The listed jewellery giant is sparring with the Inland Revenue commissioner over a December 2008 deal.
The companies - chaired by Hill’s daughter Emma, and still substantially owned by his family - moved ‘intellectual property’, its retail and franchise systems, to a subsidiary firm over the ditch.
Australia’s tax office settled its case in 2014.
But New Zealand tax commissioner Naomi Ferguson considers the almost $300 million transfer a ‘tax avoidance arrangement’.
She’s refused to rubberstamp the deal, which involves about $35m in tax deductions.
Michael Hill Finance (NZ) Limited - 100%-owned by NZX-listed Michael Hill International - is challenging her in court over her subsequent tax assessment.
The company’s lawyers contend she’s treating it differently from other taxpayers who’ve used the same arrangement. And they say the Inland Revenue commissioner’s treatment of the transaction is “wrong in law, in that it is not a tax avoidance arrangement”.
Ferguson attempted to strike out that first challenge, known as an ‘inconsistency challenge’.
“In short,” court documents state, “the commissioner argues that a finding by the court that her decision is correct trumps any other challenge based on alleged procedural unfairness, such as inconsistency of treatment.”
Another argument pushed is there’s no legal ability to adjust an otherwise correct assessment on the grounds of inconsistency.
But High Court justice Kit Toogood dismissed Ferguson’s strikeout application - and awarded costs to Michael Hill.

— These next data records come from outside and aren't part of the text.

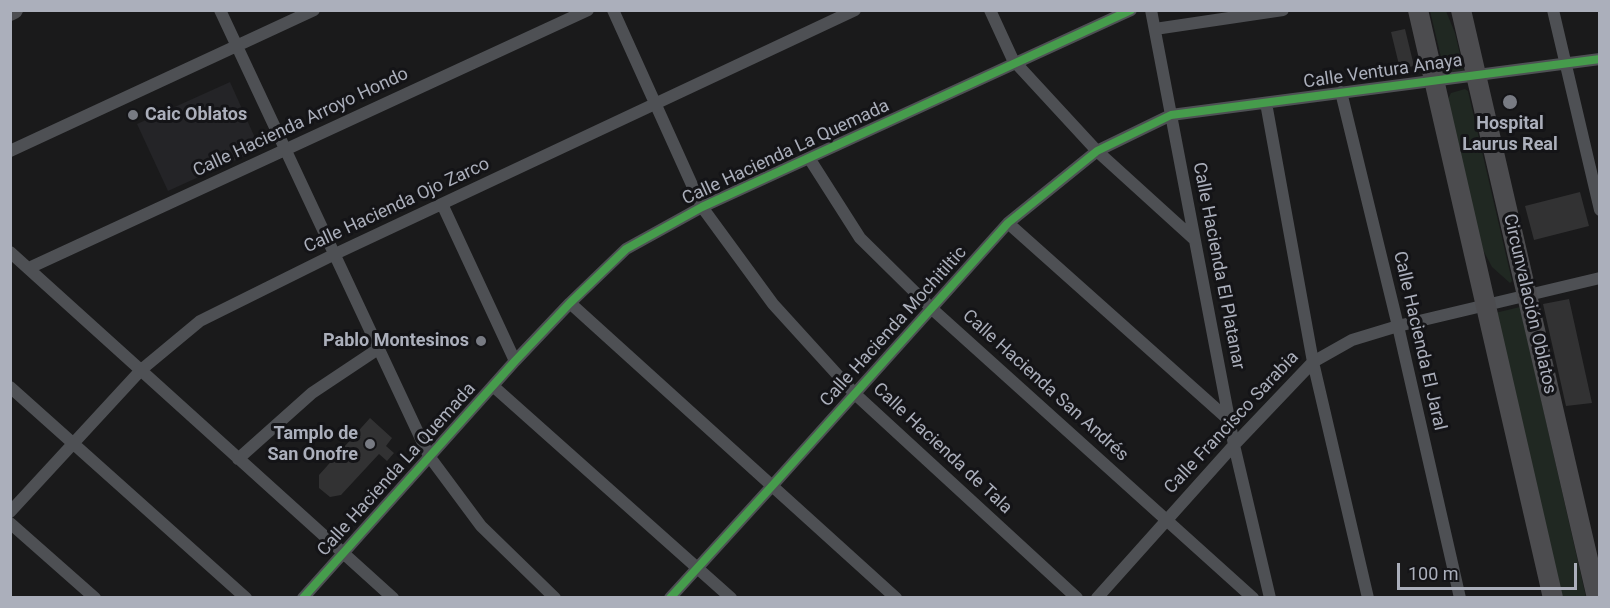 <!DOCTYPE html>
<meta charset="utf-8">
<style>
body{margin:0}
#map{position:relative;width:1610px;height:608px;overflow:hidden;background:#1a1a1b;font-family:Roboto,sans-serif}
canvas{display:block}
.frame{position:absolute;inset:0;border:12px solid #abafbb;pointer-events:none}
.scale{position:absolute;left:1397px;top:563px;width:180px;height:27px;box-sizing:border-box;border:3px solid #abafbb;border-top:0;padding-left:8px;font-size:18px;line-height:21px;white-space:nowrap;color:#abafbb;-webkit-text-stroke:4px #141417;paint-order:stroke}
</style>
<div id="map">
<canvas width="1610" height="608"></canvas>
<div class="frame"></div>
<div class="scale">100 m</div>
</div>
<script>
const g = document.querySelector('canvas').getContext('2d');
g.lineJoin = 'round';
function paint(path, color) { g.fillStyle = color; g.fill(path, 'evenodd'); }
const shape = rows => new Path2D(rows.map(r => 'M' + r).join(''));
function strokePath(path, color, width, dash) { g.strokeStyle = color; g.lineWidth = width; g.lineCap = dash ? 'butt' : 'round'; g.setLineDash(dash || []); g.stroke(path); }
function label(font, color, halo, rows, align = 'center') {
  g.font = font + ' Roboto,sans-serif'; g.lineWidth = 6; g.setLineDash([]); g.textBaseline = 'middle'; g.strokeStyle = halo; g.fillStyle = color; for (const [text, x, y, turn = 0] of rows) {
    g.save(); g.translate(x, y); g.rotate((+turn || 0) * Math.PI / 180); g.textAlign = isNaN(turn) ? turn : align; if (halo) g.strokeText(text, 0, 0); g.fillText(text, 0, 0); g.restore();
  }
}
const built = shape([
 [230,82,260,149,168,191,137,124]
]);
const green = shape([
 [1430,11,1446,11,1455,33,1464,71,1445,74],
 [1465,89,1468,91,1512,281,1510,283,1492,267,1475,235,1448,99,1451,93],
 [1520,307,1586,597,1558,597,1495,313]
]);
const building = shape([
 [1405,29,1414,66,1400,69,1391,32],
 [1580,192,1589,226,1534,240,1525,206],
 [1569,299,1592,403,1566,406,1543,304],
 [370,418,392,438,386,446,394,453,387,461,379,454,341,495,330,497,319,488,319,475]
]);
const minor = shape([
 [220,10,429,456,481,526,555,598],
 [613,10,702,207,773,304,854,393,1077,598],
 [990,10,1013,60,1097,151,1195,240],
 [1151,10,1234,445,1270,598],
 [1553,10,1600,210],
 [1155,29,1283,10],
 [1341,92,1398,326,1460,598],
 [1266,103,1313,362,1368,598],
 [10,151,314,10],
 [809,158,860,238,931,308,1253,598],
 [442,204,515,361],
 [1008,223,1230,421],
 [10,252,393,598],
 [29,268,588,10],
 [570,303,896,598],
 [493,386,731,598],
 [10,387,246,598],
 [238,459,312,393,378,349],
 [10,512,141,370,200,321,333,255,855,10],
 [10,523,95,598],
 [303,598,515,361,570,303,626,249,702,207,1131,10],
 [670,598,772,486,1008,223,1097,151,1171,115,1600,59],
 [1097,598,1234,445,1313,362,1352,340,1398,326,1600,278]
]);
const secondary = shape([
 [10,12,14,10]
]);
const primary = shape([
 [1418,10,1553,598],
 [1461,10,1597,598]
]);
const cycleway = shape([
 [303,598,515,361,570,303,626,249,702,207,1131,10],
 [670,598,772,486,1008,223,1097,151,1171,115,1600,59]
]);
const markers = [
 [1510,102,8,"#787b83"],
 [133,115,6,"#787b83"],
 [481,341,6,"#787b83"],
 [370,444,6,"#787b83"]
];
const streetNames = [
 ["Calle Ventura Anaya",1383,72,-8],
 ["Calle Hacienda Arroyo Hondo",301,123,-25],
 ["Calle Hacienda La Quemada",786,153,-25],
 ["Calle Hacienda Ojo Zarco",397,206,-25],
 ["Calle Hacienda El Platanar",1218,266,79],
 ["Circunvalación Oblatos",1529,304,77],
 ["Calle Hacienda Mochitiltic",894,327,-48],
 ["Calle Hacienda El Jaral",1419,341,77],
 ["Calle Hacienda San Andrés",1045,386,42],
 ["Calle Francisco Sarabia",1232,423,-47],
 ["Calle Hacienda de Tala",942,449,43],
 ["Calle Hacienda La Quemada",397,470,-48]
];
const poiNames = [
 ["Caic Oblatos",145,115,"left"],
 ["Hospital",1510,124,"center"],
 ["Laurus Real",1510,145,"center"],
 ["Pablo Montesinos",469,341],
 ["Tamplo de",358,434],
 ["San Onofre",358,455]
];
paint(built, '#242427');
paint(green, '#202822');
paint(building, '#323233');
strokePath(minor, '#4e5054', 12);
strokePath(secondary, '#4d4e52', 18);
strokePath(primary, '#4c4c4f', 20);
strokePath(cycleway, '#469c4c', 8);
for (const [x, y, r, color] of markers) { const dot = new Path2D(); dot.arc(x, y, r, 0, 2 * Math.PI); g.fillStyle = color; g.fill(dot); strokePath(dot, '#141417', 2); }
label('18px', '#abafbb', '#141417', streetNames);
label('bold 18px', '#abafbb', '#141417', poiNames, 'right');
</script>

Toogood says he doesn’t consider it “plain and obvious” the challenge can’t succeed.
It’s arguable there’s an “enforceable obligation” for a tax commissioner to be consistent, the judgment says - and Michael Hill might succeed in proving it has been picked on.

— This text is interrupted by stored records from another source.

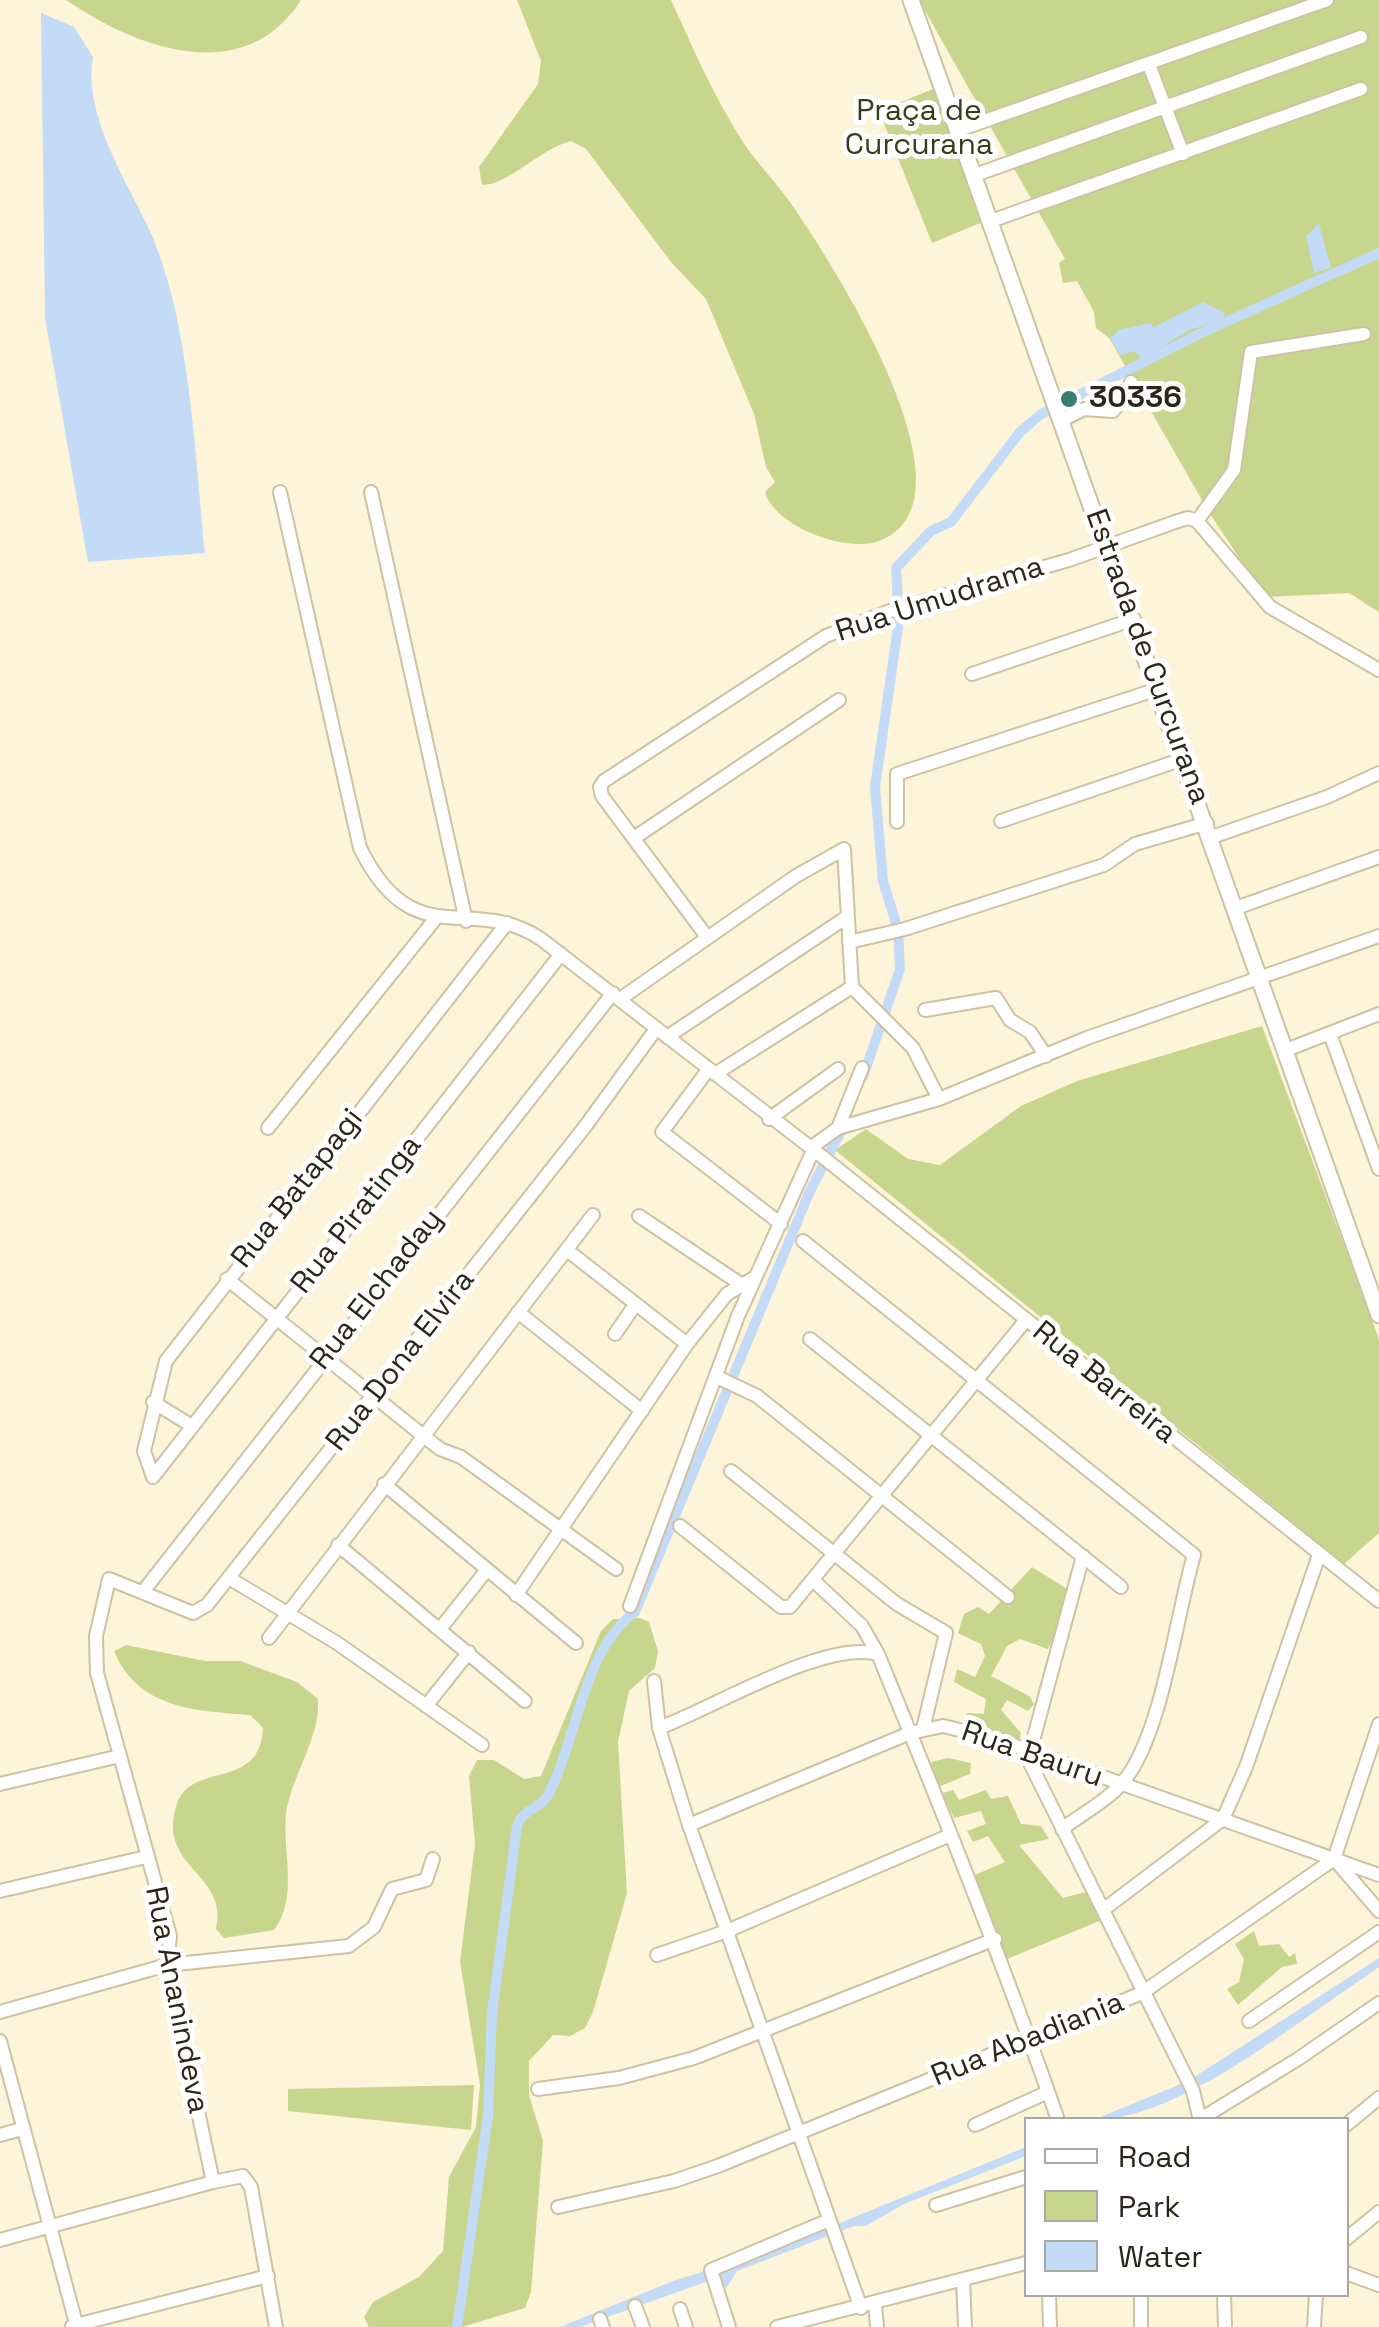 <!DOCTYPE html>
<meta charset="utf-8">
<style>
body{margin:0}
#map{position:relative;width:1379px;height:2327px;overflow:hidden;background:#fdf4da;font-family:"Space Grotesk",sans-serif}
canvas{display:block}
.legend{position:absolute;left:1024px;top:2117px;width:325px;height:180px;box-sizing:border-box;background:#fff;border:2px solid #aaa8a3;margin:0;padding:12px 18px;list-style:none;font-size:30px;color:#2b261a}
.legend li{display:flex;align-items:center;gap:20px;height:50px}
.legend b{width:50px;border:2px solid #aaa8a3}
</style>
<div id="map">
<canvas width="1379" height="2327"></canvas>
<ul class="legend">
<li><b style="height:12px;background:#fff"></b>Road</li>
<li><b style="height:28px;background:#c7d68c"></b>Park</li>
<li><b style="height:28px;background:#c3dbf6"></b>Water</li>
</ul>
</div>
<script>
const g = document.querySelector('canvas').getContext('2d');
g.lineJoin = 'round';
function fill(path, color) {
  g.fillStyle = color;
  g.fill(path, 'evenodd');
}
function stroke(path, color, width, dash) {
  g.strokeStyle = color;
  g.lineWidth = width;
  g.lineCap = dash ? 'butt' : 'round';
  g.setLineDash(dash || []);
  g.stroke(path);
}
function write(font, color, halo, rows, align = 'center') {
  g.font = font + ' "Space Grotesk",sans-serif';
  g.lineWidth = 10;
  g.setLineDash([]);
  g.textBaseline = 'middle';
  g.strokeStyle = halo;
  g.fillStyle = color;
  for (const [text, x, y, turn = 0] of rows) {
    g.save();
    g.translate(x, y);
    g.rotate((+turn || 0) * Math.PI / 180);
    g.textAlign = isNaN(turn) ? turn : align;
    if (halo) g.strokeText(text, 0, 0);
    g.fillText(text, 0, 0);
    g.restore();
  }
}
fill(new Path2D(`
 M66 0H301C244 89 136 48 66 0Z
 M517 0H671C693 48 714 97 743 142 758 165 779 185 794 208 832 263 986 502 879 541 846 553 775 527 765 492L775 482 766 467 754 414 706 299 671 262 586 149 571 141C539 149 509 185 482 185L479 167 538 84 541 61Z
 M919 0H1379V612L1349 593 1265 597 1210 514 1109 338 1096 328 1094 312 1077 281 1063 283 1059 263 1065 259Z
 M938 87 985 221 932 243 879 111Z
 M1262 1026 1379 1339V1533L1344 1564 835 1150 866 1129 908 1159 940 1165 1021 1106 1077 1081Z
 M1032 1567 1067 1589 1060 1627 1048 1649 1020 1639 1007 1646 991 1676 1029 1696 1034 1704 1028 1711 1007 1700 1001 1710 1021 1733 1019 1743 963 1726 967 1713 984 1714 986 1699 954 1682 957 1669 975 1677 985 1656 981 1644 958 1633 964 1614 978 1607 989 1614Z
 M640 1618 649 1622 658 1651 655 1668 629 1691 618 1742 627 1893 593 2012 585 2028 570 2036 553 2035 529 2061V2095L543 2141 531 2292 525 2308 462 2327H369L364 2317 373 2302 419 2277 443 2251 449 2177 476 2127 480 2085 460 1962 475 1844 469 1776 477 1760H494L524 1779 541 1776 601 1631 613 1619Z
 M126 1645 205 1661H240L297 1682 318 1699C321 1737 291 1776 286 1814 282 1850 299 1898 274 1930L224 1938 216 1929C230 1873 155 1868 177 1804 192 1760 260 1792 263 1728L250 1715C196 1711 138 1709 114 1651Z
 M948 1758 971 1763 970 1774 938 1787 931 1762Z
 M953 1790 959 1800 986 1790 991 1799 1008 1796 1021 1824 1041 1826 1049 1839 1019 1845 1063 1898 1089 1891 1104 1919 1007 1959 975 1875 1005 1862 988 1836 973 1842 967 1831 986 1824 981 1811 954 1818 942 1793Z
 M1254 1931 1259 1946 1279 1944 1289 1957 1295 1953 1297 1964 1282 1967 1238 2005 1227 1989 1239 1982 1244 1959 1235 1944Z
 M474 2085 471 2130 288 2111V2089Z`), '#c7d68c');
fill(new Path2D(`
 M41 13 74 27 93 57C83 114 125 178 149 229 190 319 195 455 205 553L88 562 45 317Z
 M1319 224 1331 268 1314 273 1306 236Z
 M1203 302 1225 313 1221 321 1189 330 1142 359 1135 351 1120 355 1110 338 1119 330 1150 323 1154 327Z
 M1379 1958V1967L1362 1979C1289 2027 1180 2119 1093 2120L1188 2081Z
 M1026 2147V2156L904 2204 866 2226H854L737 2271 727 2287 718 2288 711 2280 580 2327H560L673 2281 776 2249Z`), '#c3dbf6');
stroke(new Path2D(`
 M863 1077 900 969 898 930 883 881 875 787 899 620 896 568 931 531 951 522 1020 432 1041 414 1199 334 1379 253
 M457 2327 488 2116 492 2013 517 1826C523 1808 541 1809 548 1795 578 1738 582 1651 635 1612L810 1191 846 1121`), '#c3dbf6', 10);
const minor = new Path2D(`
 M1149 65 1183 154
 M959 130 1327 0
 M975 175 1361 37
 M991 221 1361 89
 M1062 420 1084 409 1113 411 1128 394 1131 382
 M280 492 360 848C414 957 470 892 541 939L819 1154 1379 1601
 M371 492 466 921
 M1197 521 1234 470 1251 352 1364 334
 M1197 521 1270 607 1379 670
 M972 674 1134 619
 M1001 821 1183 759
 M897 822V774L1158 689
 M1212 837 1327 797 1379 773
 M634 838 839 700
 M1236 908 1379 857
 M507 923 166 1361 144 1451 153 1477 561 954
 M707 937 602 796 600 787 604 781 826 636 890 611 1069 560 1175 522 1188 518 1197 521
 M849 942 905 929 1104 865 1135 844 1207 823
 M620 999 796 876 844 849 852 987 913 1048 939 1099
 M925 1010 996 998 1010 1020 1030 1032 1046 1056
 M1330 1034 1379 1169
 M667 1037 847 917
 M1286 1050 1379 1014
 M708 1070 662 1132 781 1224
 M715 1074 852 987
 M769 1119 838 1069
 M268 1128 436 918
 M838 1128 939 1099 1087 1038 1379 936
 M639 1216 739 1283
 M803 1241 1194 1555C1176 1616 1162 1736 1123 1782 1108 1800 1082 1814 1062 1829
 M567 1250 687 1344
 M227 1279 440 1449 461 1457 616 1569
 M518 1312 642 1411
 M615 1334 635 1305
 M810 1339 1121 1587
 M717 1377 757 1396 1008 1597
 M153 1402 192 1426
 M731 1471 897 1604 946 1633 923 1729
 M384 1484 576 1643
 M680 1526 781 1607H790L1026 1320
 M338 1545 525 1701
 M1083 1556 1028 1759 1193 2091 1200 2120
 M229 1578 337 1643 482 1745
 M814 1581 862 1626 878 1654C941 1808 1003 1962 1058 2120
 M145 1589 613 993
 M516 1595 687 1344 727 1294 754 1278
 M630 1606 738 1316 816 1144 838 1128 862 1068
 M440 1629 486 1571
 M269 1638 593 1215
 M654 1681 659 1728 689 1825 861 2308
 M426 1706 469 1652
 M659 1728C713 1708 826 1639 878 1654
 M0 1784 120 1756
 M689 1825 910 1733 943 1726 993 1738 1379 1875
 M1336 1861 1379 1911
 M0 1891 146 1857
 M1103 1910 1223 1819 1246 1767 1319 1555
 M657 1955 727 1931 948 1836
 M0 2012 167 1965 349 1946 374 1927 392 1889 426 1880 433 1859
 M1249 2021 1379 1932
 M0 2041 77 2327
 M538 2089 619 2078 694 2058 995 1939
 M1199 2120 1298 2059 1379 2003
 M975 2125 1048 2092
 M1346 2125 1379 2098
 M0 2135 22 2129
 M936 2205 1026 2177
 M558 2207 674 2181 718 2166 1142 1993 1334 1859 1379 1724
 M1346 2239 1379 2212
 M0 2240 213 2182
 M1346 2273 1379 2285
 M963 2280 965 2327
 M1049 2294 1050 2327
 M1141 2294V2327
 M1224 2294 1225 2327
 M875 2304 877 2327
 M635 2306 643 2327
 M680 2309 686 2327
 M600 2319 603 2327
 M72 2326 268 2276
 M276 2327 251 2187 243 2176 213 2182 167 1965 170 1936 97 1673 96 1636 109 1579 193 1613 207 1605 584 1128 656 1029
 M729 2327 711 2270 829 2220
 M777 2327 1026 2263
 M1314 2327 1316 2294`);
const major = new Path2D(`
 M911 0 1379 1315`);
stroke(minor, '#cdc2a3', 16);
stroke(major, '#cdc2a3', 19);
stroke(minor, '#fff', 12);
stroke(major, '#fff', 15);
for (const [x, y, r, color] of [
 [1069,399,10,"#397d70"]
]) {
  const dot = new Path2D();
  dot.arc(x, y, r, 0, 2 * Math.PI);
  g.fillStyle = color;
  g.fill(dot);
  stroke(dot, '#fff', 4);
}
write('30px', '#373d19', '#fff', [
 ["Praça de",919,112],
 ["Curcurana",919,146]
]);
write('bold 30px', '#2b261a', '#fff', [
 ["30336",1089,399]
], 'left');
write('30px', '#2b261a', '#fff', [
 ["Rua Umudrama",940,600,-18],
 ["Estrada de Curcurana",1147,657,70],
 ["Rua Batapagi",298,1189,-52],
 ["Rua Piratinga",357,1215,-52],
 ["Rua Elchaday",377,1290,-52],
 ["Rua Dona Elvira",401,1361,-52],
 ["Rua Barreira",1104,1383,39],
 ["Rua Bauru",1032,1755,19],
 ["Rua Ananindeva",176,2000,79],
 ["Rua Abadiania",1028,2040,-22]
]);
</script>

The November judgment says Ferguson initially suggested she might treat the Hill deal the same as other similar transactions. But, later, she refused to discuss it.
The similarity between the Hill deal and others was inadvertently disclosed to the jeweller’s legal beagles by one of Ferguson’s own staff.
Toogood says: “The commissioner has not given her reasons for taking different positions between Michael Hill and other taxpayers.”
The judgment says even if a commissioner’s decision is correct, a taxpayer can challenge it on administrative law grounds.
Last week, Michael Hill International reported an operating profit of $A43.9m ($NZ46.4m) for the first six months of its financial year - a 3.3 per cent rise.
The firm’s shares, which opened at 96c yesterday, have slid 23 per cent over the last year.
The company’s gradually become more Australian-centric since 2008.
The Otago Daily Times reported last month Michael Hill International is considering listing on the Australian stock exchange.